I know there’s a lot of reasons for this rally to continue up, but never forget what this rally is made of.  As usual, it is nothing more than a technical bounce.  There’s no real substance to it.  So although you’re bullish, ask yourself what’s wrong with this rally?  I do that all the time, its the gift or curse of a contrarian.  Anyway here’s a start…

1)  Where’s my volume? Monday marked a “distribution day” on the market, even though it was down -7 on the Dow.  Regardless, today’s rally was on lower volume than yesterday’s reversal.  Not a good move for bulls- in the back of my mind, its almost like it was a “shake-out” for the weak bears heading into the Fed’s two-day meeting.  Which makes sense, since if I were a hardcore bear, I would mosdef not want to hold shorts into news events after selling off for over a month.

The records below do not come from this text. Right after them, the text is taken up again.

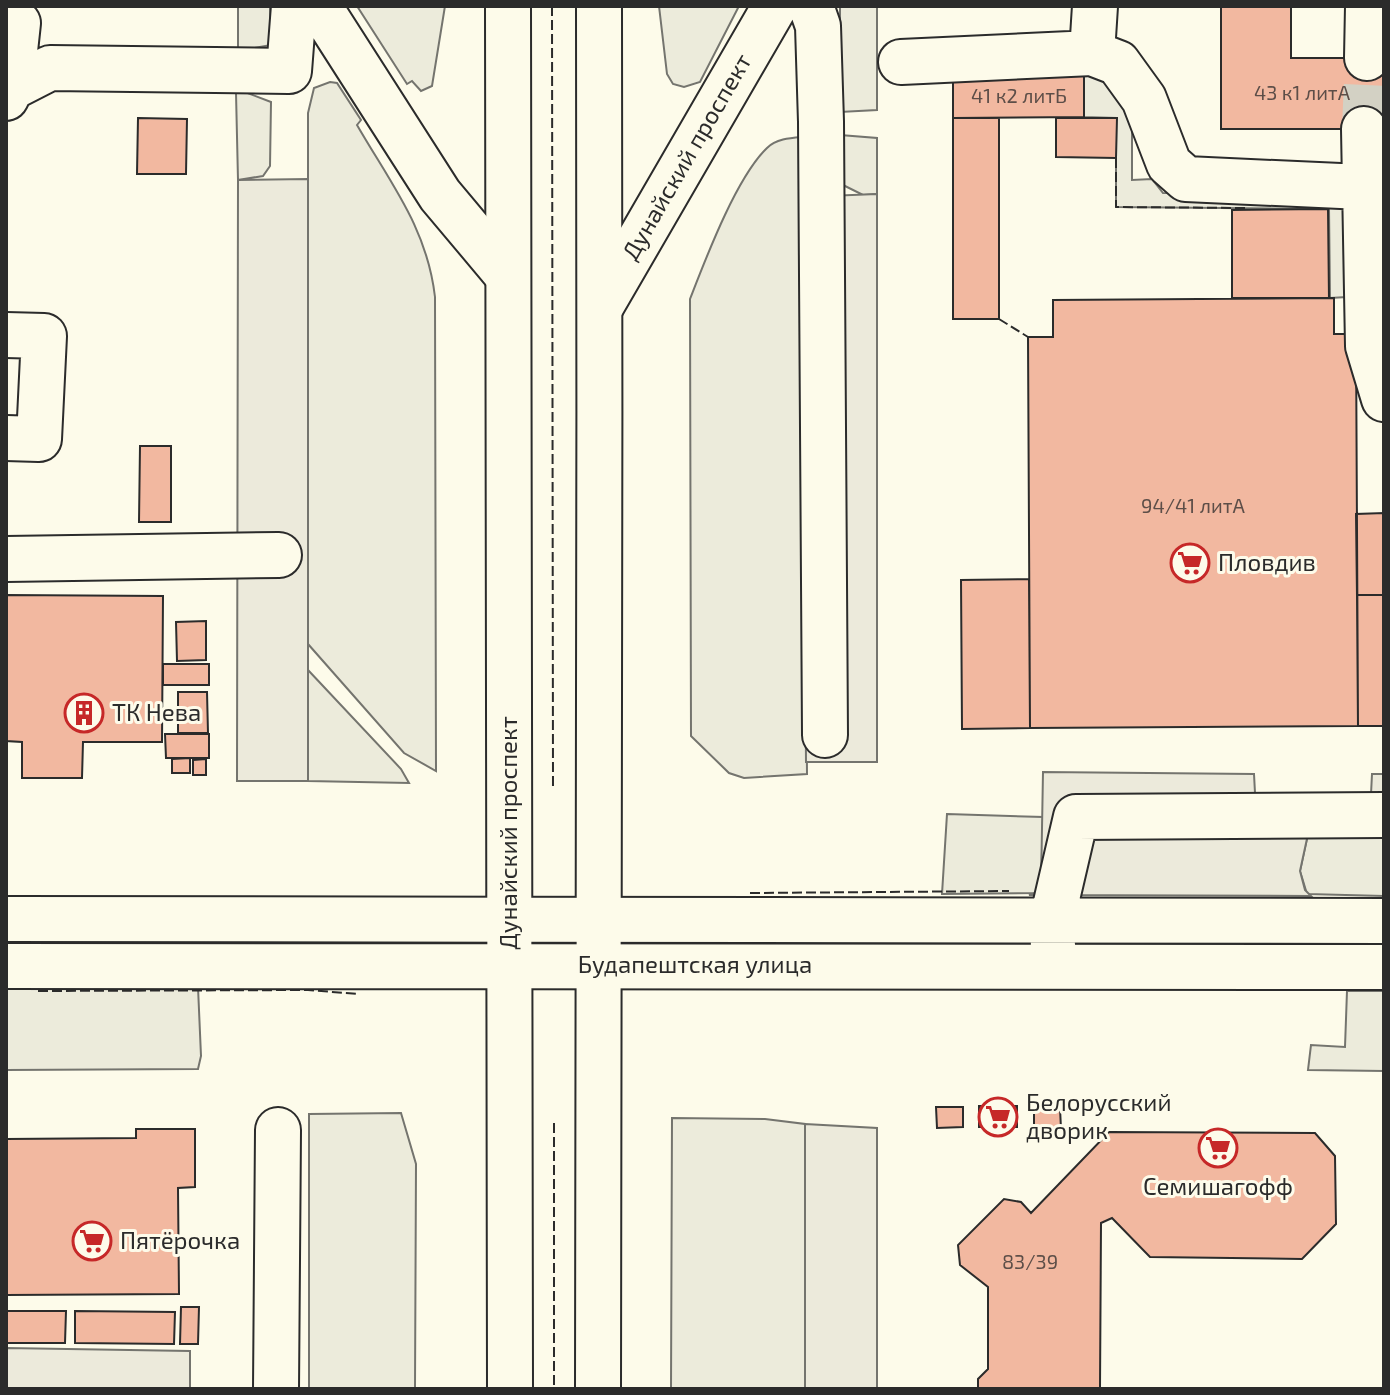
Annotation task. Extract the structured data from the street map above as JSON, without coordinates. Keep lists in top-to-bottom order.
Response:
{
  "streets": {
    "street": ["Дунайский проспект", "Будапештская улица"]
  },
  "crossings": [
    ["Дунайский проспект", "Будапештская улица"]
  ],
  "places": {
    "supermarket": [
      "Пловдив",
      "Белорусский дворик",
      "Семишагофф",
      "Пятёрочка"
    ],
    "building": ["ТК Нева"]
  },
  "house_numbers": [
    "43 к1 литА",
    "41 к2 литБ",
    "94/41 литА",
    "83/39"
  ]
}
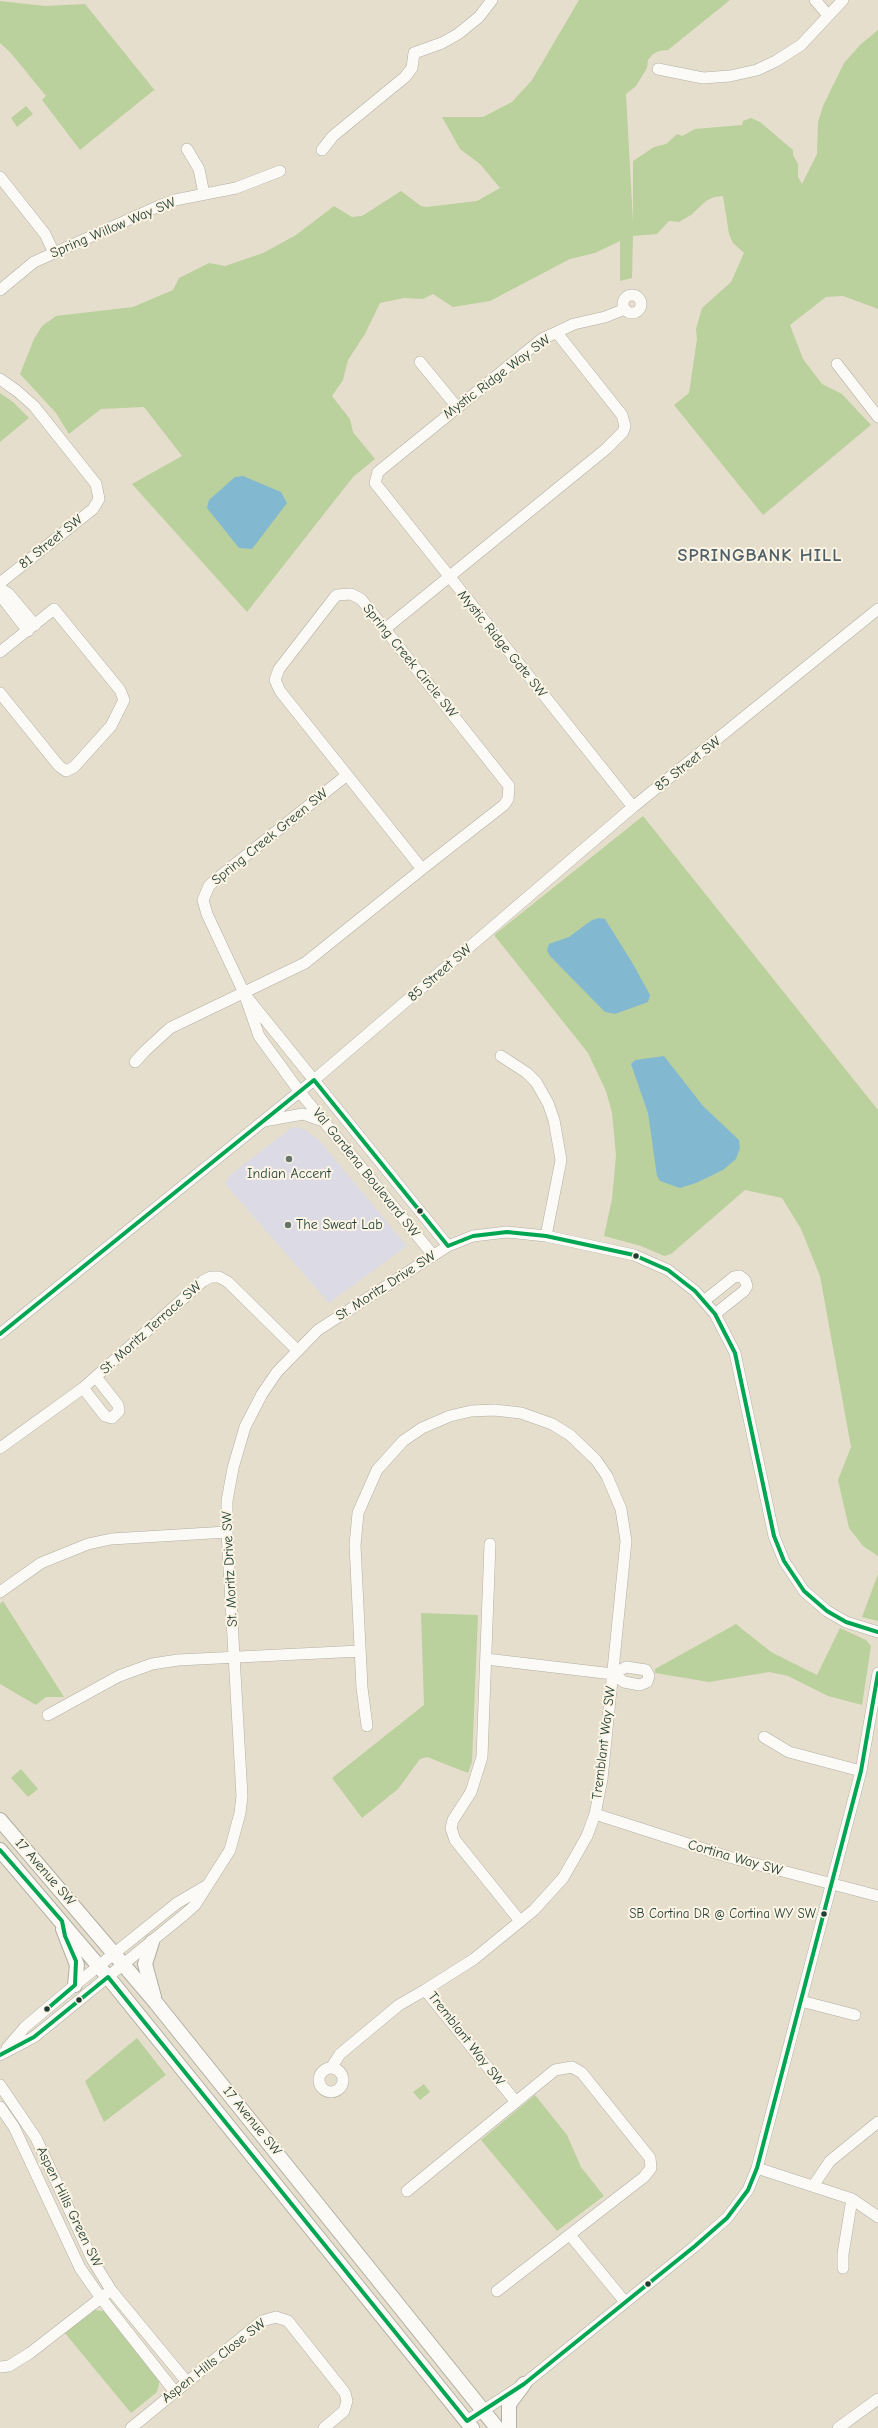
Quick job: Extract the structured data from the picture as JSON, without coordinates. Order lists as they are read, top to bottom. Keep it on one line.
{"streets":{"main road":["17 Avenue SW"],"street":["Spring Willow Way SW","Mystic Ridge Way SW","81 Street SW","Mystic Ridge Gate SW","Spring Creek Circle SW","85 Street SW","Spring Creek Green SW","Val Gardena Boulevard SW","St. Moritz Drive SW","St. Moritz Terrace SW","Tremblant Way SW","Cortina Way SW","Aspen Hills Green SW","Aspen Hills Close SW"]},"crossings":[["Mystic Ridge Way SW","Mystic Ridge Gate SW"],["Mystic Ridge Gate SW","85 Street SW"],["Spring Creek Circle SW","Spring Creek Green SW"],["85 Street SW","Spring Creek Green SW"],["85 Street SW","Val Gardena Boulevard SW"],["Spring Creek Green SW","Val Gardena Boulevard SW"],["Val Gardena Boulevard SW","St. Moritz Drive SW"],["St. Moritz Drive SW","St. Moritz Terrace SW"],["St. Moritz Drive SW","17 Avenue SW"],["Tremblant Way SW","Cortina Way SW"],["Aspen Hills Green SW","Aspen Hills Close SW"]],"districts":["SPRINGBANK HILL"],"places":["Indian Accent","The Sweat Lab","SB Cortina DR @ Cortina WY SW"]}
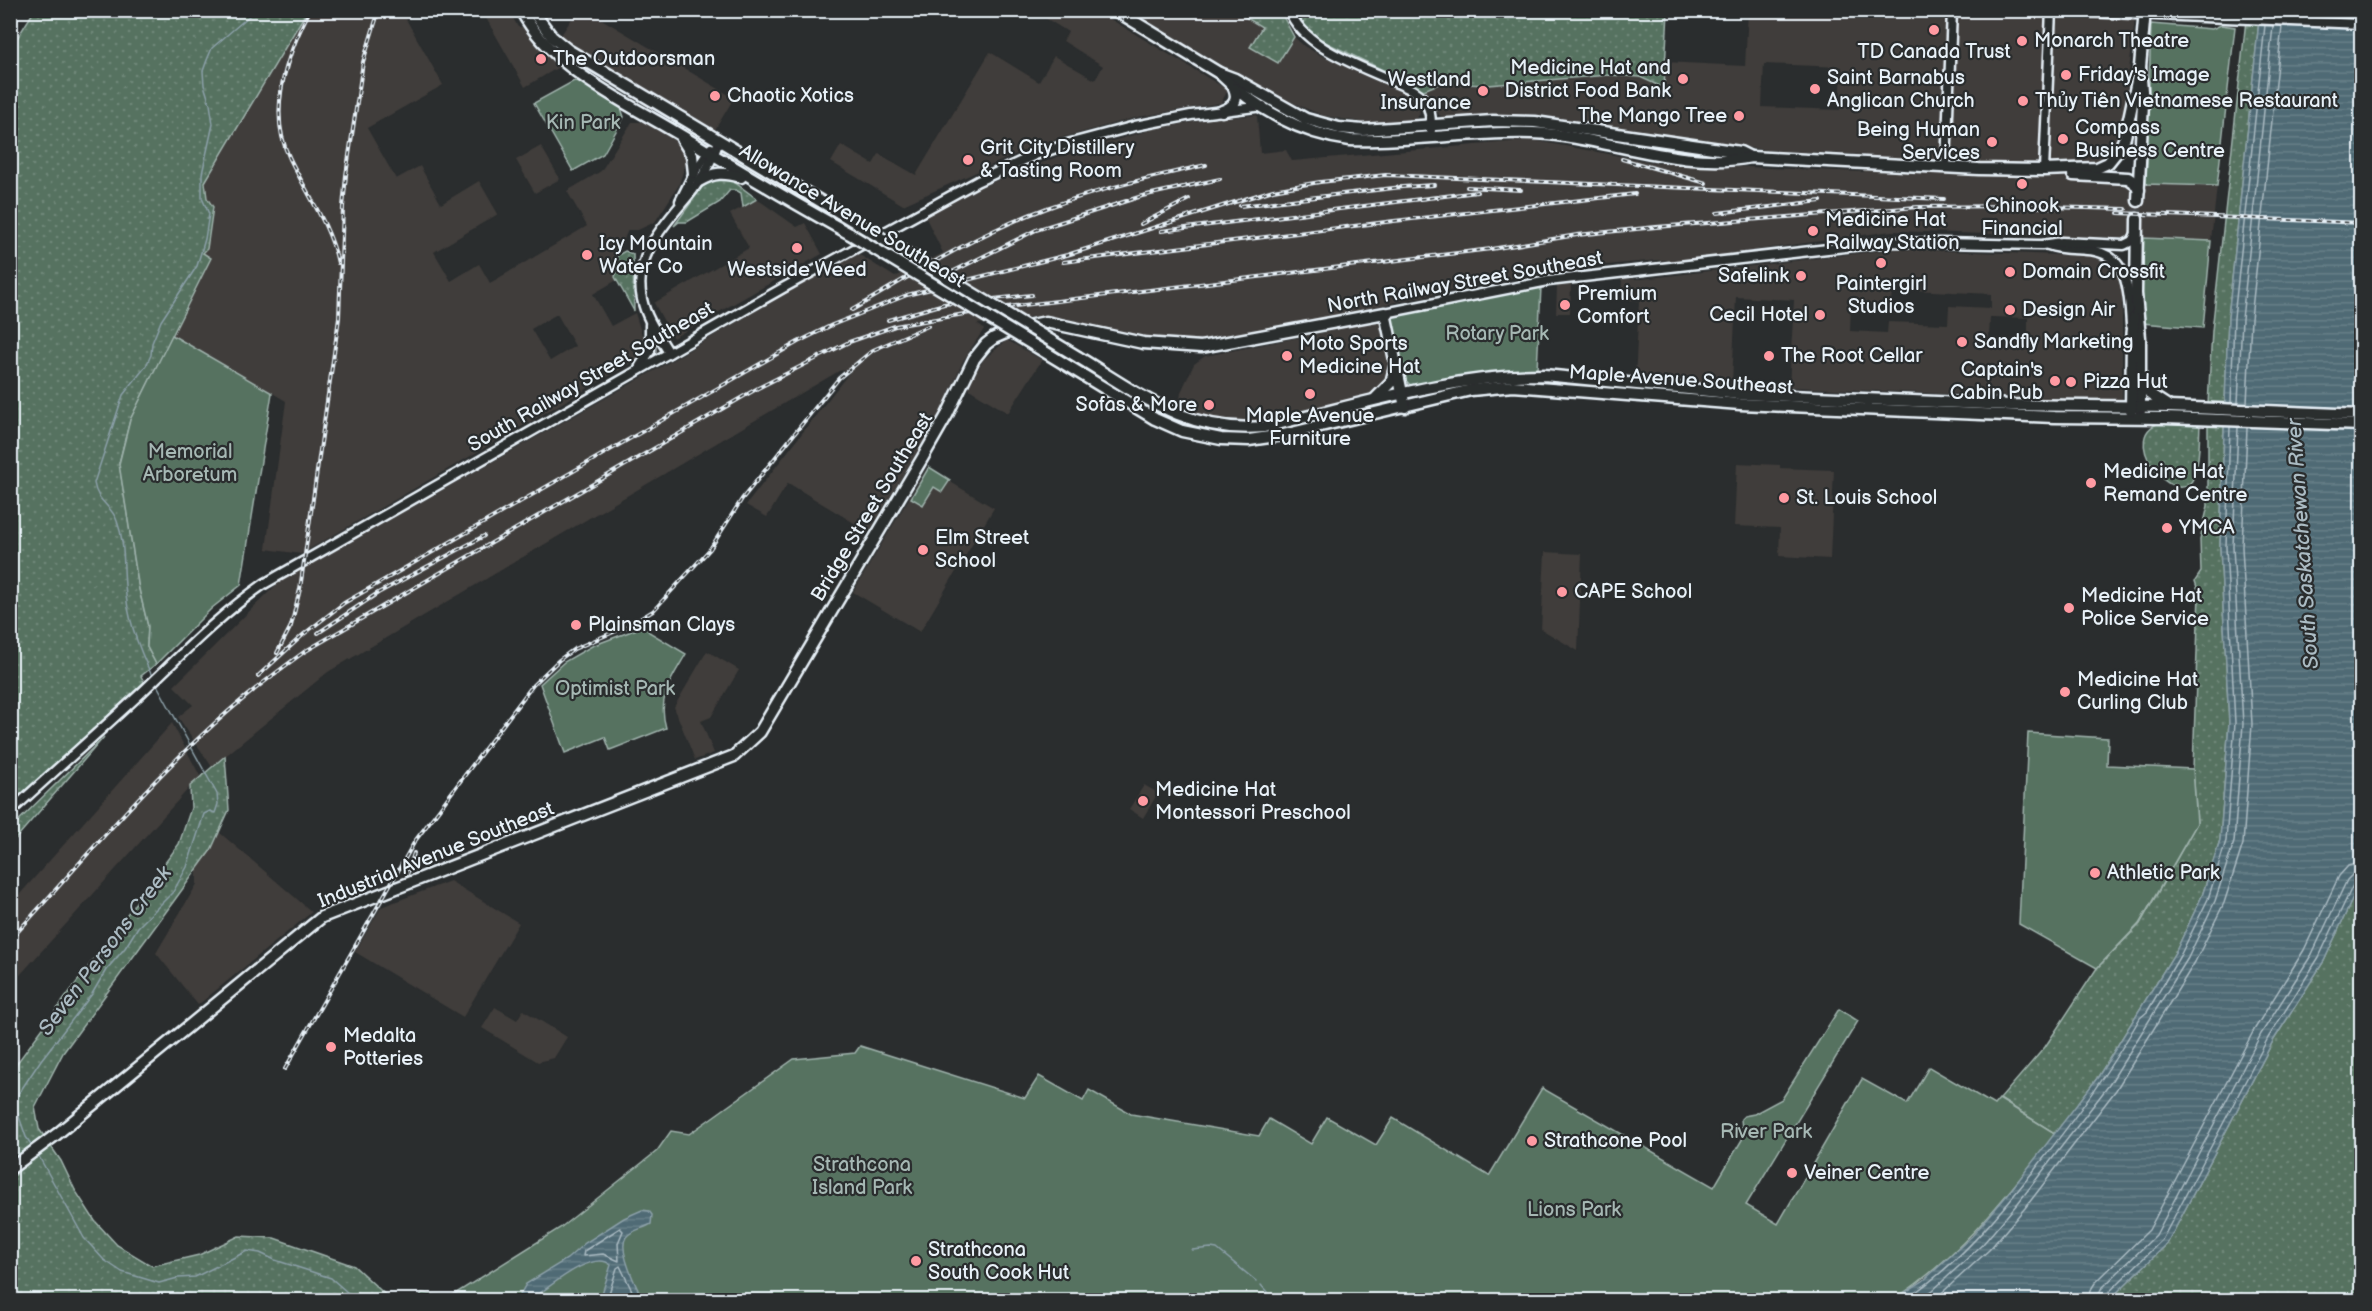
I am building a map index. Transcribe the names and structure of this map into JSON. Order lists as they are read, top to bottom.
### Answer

2)  This rally was long overdue. Its almost as if everyone was waiting for it.  Well, here it is!  We went from oversold to overbought in a matter of days (using IBD indicators here).

3)  A lot of “dumb money” being poured inside. I call this the “me-too” investors.  Remember all the “hesitation and delay” effects I was mentioning over the past two weeks?  That’s the dumb money.  Well now, what’s going on in their mind is that its time to put their money to work. Go ahead, give it a test… ask your neighbor, or co-worker, or other non-iBC trader what they think about the market?  They’ll probably tell you the bottom is in, or that they’ve been buying stuff like C, BAC, and GE… which is fine if you are an advanced trader, and not sheepish neighbor.  When more and more people get in, then its time to get out.  That’s why we use the VIX…

4)  VIX is about to hit “complacency levels.” I see VIX under 40 as a spot to take partial profits for longs, and in the low to mid 30s as a good area to short.

5)  Inverse ETFs are getting pounded. These are a bit of a contrarian indicator for me.  Looks like FAZ is testing lows, after being in the triple digits a week ago.  This is way too fast.  I have FAZ going lower on a few charts, but still, it makes me realize that people are getting too comfortable out there.  FAZ and FAS to zero!  hehe.

6)  And using another contrian indicator, the PUT/CALL ratio shows we are hitting “complacency levels”, not yet greed, but complacency on market + lack of volume (no big boys buying) usually gets wiped out


… under 0.72 on the put/call ratio then I will exit all longs.

7)  Are leaders leading this market? No, at least not the traditional ones.  If you’ve been keeping up with the top sectors in this market, then Healthcare, Education, and Precious Commodities like Gold should be moving higher too.

8)  What is leading this rally? Banks and financials.  Yuck.  Enjoy your first class seats on the Titanic!

Above the Comments:

So what does this all mean?  It means this rally is jello.  But at the same time, don’t let the dumb money outsmart you.  Understand the power of momentum, and apply your power of patience.  There’s still a tremendous gap above on the SPX/NDX/DJI to fill on this technical bounce, but the closer we get to resistance, you better be prepared to sell real fast or short with your bazooka.  Everyone was waiting for the market to rally, now everyone in it will wait for an excuse to sell.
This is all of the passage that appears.